Americans have little conception of how Mr. Trump’s tariffs and taunts have served to erode centuries of close ties between the United States and Canada and all but negated the warm words about the links between the two countries. The friendships that Brian Mulroney had with Ronald Reagan and George H. W. Bush (at whose funeral he was a eulogist) are inconceivable when it comes to Mr. Trump and both Justin Trudeau and Mark Carney, though the President does seem to at least respect the latter.
The great American coach Vince Lombardi used to say that football was not a game but instead was a way of life. In a way, this World Series is not so much a series of games but – please permit a writer’s inclination to exaggerate for effect, and also for fun – a metaphorical test of a way of life.
Living for several months in Montreal and possessing both passports, I sense that American sport fans, particularly in Southern California, would merely prefer the Dodgers to prevail – but that Canadians from the Avalon Peninsula in Newfoundland to Boundary Peak in the Yukon are deeply invested in the hope the Jays prevail.

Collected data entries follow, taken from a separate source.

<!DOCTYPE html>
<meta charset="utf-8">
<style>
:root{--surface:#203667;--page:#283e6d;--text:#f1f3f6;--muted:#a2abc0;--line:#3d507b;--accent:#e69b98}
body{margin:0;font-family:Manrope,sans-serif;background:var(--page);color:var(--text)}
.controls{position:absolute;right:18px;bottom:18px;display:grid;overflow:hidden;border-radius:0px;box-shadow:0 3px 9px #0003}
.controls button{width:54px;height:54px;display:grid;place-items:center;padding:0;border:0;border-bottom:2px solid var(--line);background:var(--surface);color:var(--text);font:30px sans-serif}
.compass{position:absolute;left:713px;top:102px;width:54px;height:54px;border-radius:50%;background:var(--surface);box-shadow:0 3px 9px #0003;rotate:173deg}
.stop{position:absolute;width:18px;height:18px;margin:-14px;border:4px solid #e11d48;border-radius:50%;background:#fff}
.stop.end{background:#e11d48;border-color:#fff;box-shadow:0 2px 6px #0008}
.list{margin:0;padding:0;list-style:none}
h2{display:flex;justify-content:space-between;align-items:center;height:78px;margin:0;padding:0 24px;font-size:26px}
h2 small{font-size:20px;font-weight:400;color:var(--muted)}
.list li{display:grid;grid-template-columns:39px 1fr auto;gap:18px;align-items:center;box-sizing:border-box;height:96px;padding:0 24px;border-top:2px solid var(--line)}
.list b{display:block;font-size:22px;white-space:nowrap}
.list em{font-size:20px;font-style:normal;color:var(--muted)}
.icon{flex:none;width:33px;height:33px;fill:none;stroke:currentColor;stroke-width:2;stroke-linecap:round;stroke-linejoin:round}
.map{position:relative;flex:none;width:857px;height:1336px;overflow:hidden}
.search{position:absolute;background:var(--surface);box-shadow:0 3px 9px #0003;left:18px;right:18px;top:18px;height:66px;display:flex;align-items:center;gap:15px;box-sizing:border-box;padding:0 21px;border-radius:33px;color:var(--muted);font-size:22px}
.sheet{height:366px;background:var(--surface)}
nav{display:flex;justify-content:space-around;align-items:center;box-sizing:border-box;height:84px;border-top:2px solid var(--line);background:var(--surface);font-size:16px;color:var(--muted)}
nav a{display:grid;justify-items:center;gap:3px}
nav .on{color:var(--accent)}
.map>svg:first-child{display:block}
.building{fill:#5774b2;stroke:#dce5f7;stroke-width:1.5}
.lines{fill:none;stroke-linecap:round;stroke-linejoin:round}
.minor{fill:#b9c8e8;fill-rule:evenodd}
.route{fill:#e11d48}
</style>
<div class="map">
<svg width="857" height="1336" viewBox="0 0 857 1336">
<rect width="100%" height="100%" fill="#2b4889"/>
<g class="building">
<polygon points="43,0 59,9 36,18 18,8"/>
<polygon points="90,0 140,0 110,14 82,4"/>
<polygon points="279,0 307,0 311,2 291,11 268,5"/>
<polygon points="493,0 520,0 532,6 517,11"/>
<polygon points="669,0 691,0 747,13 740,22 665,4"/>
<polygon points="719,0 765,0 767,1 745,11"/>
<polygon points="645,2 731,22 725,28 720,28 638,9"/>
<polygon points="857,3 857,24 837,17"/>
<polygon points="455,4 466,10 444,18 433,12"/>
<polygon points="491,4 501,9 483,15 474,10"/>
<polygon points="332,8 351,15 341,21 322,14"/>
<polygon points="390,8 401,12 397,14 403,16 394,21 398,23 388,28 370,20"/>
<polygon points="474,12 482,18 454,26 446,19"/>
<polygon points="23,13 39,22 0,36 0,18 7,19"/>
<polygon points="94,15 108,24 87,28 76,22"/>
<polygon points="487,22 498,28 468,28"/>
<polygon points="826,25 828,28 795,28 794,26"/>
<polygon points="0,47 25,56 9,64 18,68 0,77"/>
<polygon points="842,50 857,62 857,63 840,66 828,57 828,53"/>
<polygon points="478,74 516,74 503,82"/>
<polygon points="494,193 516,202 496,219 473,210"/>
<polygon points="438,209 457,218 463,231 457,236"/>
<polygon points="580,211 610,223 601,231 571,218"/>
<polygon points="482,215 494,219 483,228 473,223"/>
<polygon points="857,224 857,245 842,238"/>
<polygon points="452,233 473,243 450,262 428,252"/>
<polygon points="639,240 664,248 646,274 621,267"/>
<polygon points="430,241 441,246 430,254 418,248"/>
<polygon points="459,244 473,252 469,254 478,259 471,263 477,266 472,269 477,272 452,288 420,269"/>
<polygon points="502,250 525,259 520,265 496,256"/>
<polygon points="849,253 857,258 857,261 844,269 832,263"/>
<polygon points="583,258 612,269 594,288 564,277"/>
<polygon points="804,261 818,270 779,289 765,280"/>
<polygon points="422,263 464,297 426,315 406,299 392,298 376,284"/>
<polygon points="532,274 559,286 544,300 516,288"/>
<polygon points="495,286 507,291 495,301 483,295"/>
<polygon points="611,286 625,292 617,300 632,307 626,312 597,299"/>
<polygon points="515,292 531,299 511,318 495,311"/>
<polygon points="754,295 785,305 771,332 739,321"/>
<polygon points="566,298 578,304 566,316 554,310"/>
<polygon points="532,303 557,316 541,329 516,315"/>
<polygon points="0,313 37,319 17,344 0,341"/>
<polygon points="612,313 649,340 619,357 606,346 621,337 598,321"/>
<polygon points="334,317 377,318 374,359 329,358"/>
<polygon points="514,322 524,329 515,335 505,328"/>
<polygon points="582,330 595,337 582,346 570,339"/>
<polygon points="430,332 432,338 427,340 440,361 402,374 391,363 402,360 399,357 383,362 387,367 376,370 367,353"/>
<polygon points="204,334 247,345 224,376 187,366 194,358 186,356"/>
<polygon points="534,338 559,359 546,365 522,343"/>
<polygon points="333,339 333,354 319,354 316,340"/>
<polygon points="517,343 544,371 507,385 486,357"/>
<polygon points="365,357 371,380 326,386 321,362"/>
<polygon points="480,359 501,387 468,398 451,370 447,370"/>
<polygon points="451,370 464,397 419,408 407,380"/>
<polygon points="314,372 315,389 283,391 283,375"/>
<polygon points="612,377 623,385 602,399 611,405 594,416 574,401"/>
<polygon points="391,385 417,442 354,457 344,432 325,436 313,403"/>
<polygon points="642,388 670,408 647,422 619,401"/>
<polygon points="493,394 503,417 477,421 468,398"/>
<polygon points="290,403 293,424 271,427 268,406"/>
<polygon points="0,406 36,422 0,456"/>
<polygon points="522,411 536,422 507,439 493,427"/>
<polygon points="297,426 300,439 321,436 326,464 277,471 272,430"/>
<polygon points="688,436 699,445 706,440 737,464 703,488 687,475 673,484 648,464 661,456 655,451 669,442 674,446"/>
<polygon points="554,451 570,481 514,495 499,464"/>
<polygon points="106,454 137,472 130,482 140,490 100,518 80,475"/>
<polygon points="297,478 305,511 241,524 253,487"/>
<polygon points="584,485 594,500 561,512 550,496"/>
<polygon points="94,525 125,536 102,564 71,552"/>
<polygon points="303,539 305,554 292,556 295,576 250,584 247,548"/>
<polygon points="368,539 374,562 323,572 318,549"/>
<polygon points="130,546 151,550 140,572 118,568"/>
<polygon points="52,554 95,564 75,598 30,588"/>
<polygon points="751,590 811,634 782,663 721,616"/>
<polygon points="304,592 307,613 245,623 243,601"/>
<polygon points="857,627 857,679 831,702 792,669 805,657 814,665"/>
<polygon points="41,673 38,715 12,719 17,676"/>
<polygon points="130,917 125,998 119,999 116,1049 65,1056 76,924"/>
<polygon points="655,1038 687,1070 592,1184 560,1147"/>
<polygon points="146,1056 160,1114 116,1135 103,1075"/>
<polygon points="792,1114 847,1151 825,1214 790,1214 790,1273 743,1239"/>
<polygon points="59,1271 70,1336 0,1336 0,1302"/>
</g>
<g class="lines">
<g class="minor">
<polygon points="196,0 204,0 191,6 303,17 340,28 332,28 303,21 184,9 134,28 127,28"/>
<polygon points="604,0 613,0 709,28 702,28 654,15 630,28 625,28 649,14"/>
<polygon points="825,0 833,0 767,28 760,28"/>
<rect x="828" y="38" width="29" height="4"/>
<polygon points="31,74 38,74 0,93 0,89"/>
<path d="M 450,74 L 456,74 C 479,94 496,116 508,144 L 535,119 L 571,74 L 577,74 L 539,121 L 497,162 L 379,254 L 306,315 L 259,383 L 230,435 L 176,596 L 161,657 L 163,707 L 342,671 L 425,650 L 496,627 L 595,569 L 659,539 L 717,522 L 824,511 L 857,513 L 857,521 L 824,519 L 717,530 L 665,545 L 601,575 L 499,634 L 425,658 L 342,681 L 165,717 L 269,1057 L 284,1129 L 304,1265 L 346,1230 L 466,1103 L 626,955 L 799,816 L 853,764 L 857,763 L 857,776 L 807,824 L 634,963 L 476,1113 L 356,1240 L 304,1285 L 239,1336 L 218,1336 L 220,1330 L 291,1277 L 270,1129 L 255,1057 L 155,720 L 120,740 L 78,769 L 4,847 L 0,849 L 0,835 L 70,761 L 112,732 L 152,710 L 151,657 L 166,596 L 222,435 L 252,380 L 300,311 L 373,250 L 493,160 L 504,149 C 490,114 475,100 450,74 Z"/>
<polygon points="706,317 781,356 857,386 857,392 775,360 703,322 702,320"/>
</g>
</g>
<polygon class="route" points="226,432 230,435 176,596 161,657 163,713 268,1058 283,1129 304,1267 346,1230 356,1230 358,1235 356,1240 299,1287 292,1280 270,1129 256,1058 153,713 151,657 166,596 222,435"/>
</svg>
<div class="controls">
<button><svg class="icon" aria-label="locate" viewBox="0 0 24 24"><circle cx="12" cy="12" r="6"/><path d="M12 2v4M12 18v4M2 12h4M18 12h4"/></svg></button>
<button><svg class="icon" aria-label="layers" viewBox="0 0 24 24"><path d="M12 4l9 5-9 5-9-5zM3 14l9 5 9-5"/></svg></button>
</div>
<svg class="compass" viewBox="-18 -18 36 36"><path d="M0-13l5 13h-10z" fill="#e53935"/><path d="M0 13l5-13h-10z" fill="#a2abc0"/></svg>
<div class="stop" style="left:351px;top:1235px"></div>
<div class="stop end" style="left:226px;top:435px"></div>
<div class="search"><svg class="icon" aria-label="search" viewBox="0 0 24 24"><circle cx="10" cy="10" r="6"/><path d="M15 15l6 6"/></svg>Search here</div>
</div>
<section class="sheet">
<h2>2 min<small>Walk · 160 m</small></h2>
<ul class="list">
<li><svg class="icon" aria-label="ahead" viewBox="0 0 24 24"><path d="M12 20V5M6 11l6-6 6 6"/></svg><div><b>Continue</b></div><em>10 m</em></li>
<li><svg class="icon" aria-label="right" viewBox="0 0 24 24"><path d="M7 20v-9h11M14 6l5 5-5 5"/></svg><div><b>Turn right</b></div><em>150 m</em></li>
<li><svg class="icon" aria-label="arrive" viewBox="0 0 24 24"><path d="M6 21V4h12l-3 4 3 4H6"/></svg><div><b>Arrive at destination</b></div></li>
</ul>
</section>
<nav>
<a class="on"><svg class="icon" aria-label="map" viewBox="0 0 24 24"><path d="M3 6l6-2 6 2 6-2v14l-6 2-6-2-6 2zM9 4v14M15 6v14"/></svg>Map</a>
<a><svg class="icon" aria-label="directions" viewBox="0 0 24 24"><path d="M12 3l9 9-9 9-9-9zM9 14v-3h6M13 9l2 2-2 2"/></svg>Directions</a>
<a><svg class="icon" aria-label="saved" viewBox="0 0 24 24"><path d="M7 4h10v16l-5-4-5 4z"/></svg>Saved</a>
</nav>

Cathal Kelly: The U.S. can spare the Blue Jays its pity World Series fandom
The ironies abound. Most of the Blue Jays are Americans. Only slugger Vladimir Guerrero Jr. was born in Canada, though raised in the U.S. and his Hall of Fame father’s Dominican Republic. The hero of the moment, George Springer, the artist of the three-run blast heard ’round the sporting world, was born in New Britain, Conn. He spoke shortly after his act of diamond artistry and referred to representing “our country.” The manager of the Blue Jays, John Schneider, was born in Princeton, N.J. The president of the team, Mark Shapiro, was born in Cambridge, Mass.
And of course here is the greatest irony of all: The Toronto Blue Jays are the champions of an entity called the American League. (No matter. The film pioneer Mary Pickford of Toronto was known as “America’s Sweetheart.”)
Listen for a moment to Kyle Wyatt, who left the United States for Canada to pursue a PhD at the University of Toronto and now is the editor of the Literary Review of Canada:
“I entered Canada 20 years ago without strong feelings toward any professional sports team,” he told me. “We didn’t have them in my home state of Nebraska. But as I’ve made my life and career here, I’ve also made the Blue Jays my own. Especially as decency and compassion rapidly disappear from American politics, I am as proud of Canada’s team as I am of my Canadian passport.”
He’s not alone. Me, too.
The other day the Toronto lawyer Stephen Halperin wrote me with an urgent inquiry: If the Blue Jays win the World Series, will Mr. Trump invite them to the White House?
That is the question of the age, or at least of this moment in sports and politics – and an unusual period when sports and politics converge, at least in Canada. Let’s hope the Blue Jays make it a conundrum for the White House.